Massively Multi-Player Game Development

Wednesday, September 21, 2005

Why VCs don't invest in Games.



Having just spent the better part of the last year walking up and down Sand Hill road asking Venture Capitalists to fund an online game company before returning to EA, I found this article to be very timely. It's a somewhat ranty piece following on the heels of this week's Video Game Investor Conference held up in San Francisco. Here are some highlights:

Video games are an attractive market. But there seems to be a lot of fear about investing in them. Venture capitalists have shied away from them, in part because investments in early stage development companies carry huge risks. It’s a hit or miss business, and venture capitalists have no particular skill at picking those hits. They’re much more comfortable with investments in technologies, but that skews them in a certain direction.
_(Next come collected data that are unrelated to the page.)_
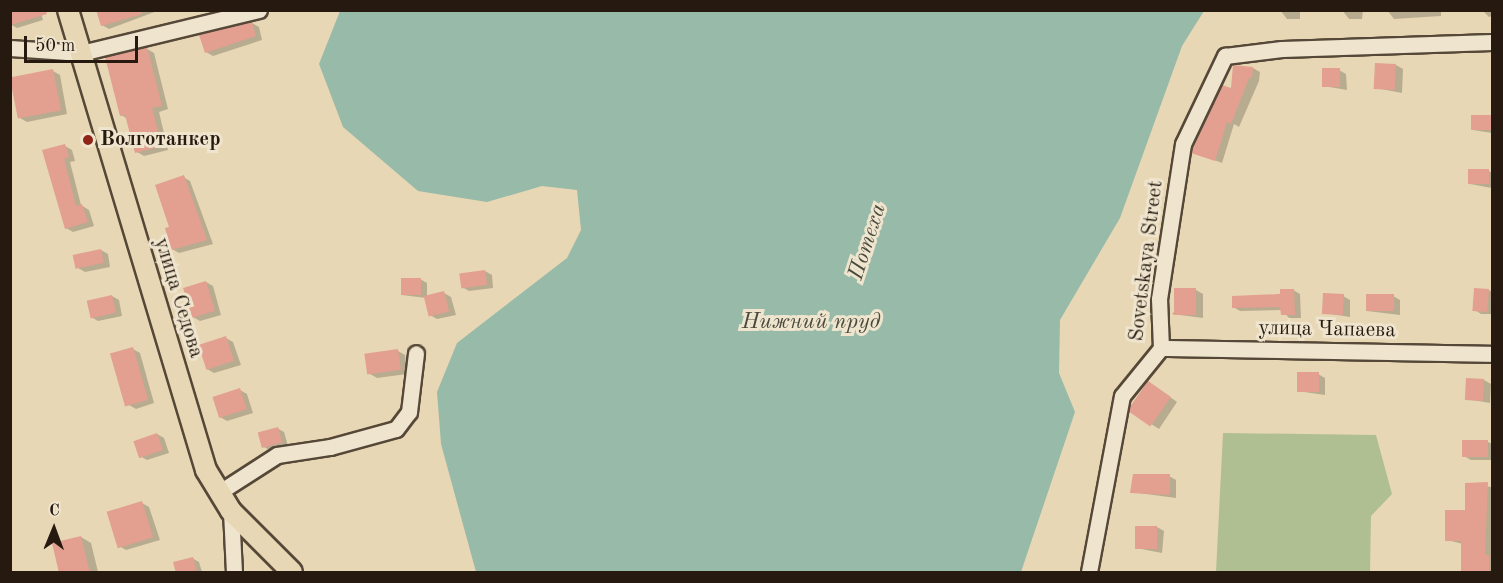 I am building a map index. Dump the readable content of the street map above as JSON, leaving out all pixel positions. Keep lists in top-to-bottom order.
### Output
{
  "streets": {
    "main road": ["улица Седова"],
    "street": ["Sovetskaya Street", "улица Чапаева"]
  },
  "crossings": [
    ["Sovetskaya Street", "улица Чапаева"]
  ],
  "water": ["Потеха", "Нижний пруд"],
  "places": ["Волготанкер"],
  "scale_bar": "50 m",
  "north": "top"
}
If you've followed the MMP game space then you know that it is the exception to the rule. Some companies like Turbine and Perpetual started with seed round investments while others like Mythic and Funcom took later stage money.
Online games is one area where they will invest, as evidenced by deals that Turbine Entertainment and Mythic Entertainment have struck with the VCs. Turbine raised $30 million this year in a second round to fund titles such as Middle Earth Online and Dungeons and Dragons Online. To date, Turbine has raised almost $50 million. Mythic raised $20 million. Perpetual Entertainment raised $6.5 million last fall to do an online Star Trek game. Funcom, developer of Anarchy Online, just raised $6 million. With those companies there was some core technology that was crucial to success. In case their games bombed, the companies could always auction off that core technology to someone else.

Auctioning off the core tech of a 'failed' game is more of a myth. The game industry is very much a N.I.H. environment. If you've got a hot engine powering a top game like Quake you might be able to license it to another development team. If your tech is from some belly-up startup that no-one has heard of and worse yet doesn't have a hit game built on-top of it you are not going to find many takers.

Here is another interesting bit:
Capital Entertainment Group (CEG)started up in May, 2002, with four game veterans, including two of the creators of the original Xbox. But after raising some seed money, they found they couldn’t raise the $25 million plus that they needed to fund several big games, which would have allowed them to spread their risks out for investors. They were going to be producers, who took the ideas of game developers and escorted them through production in order to hand them off to publishers. They went out of business in November, 2003.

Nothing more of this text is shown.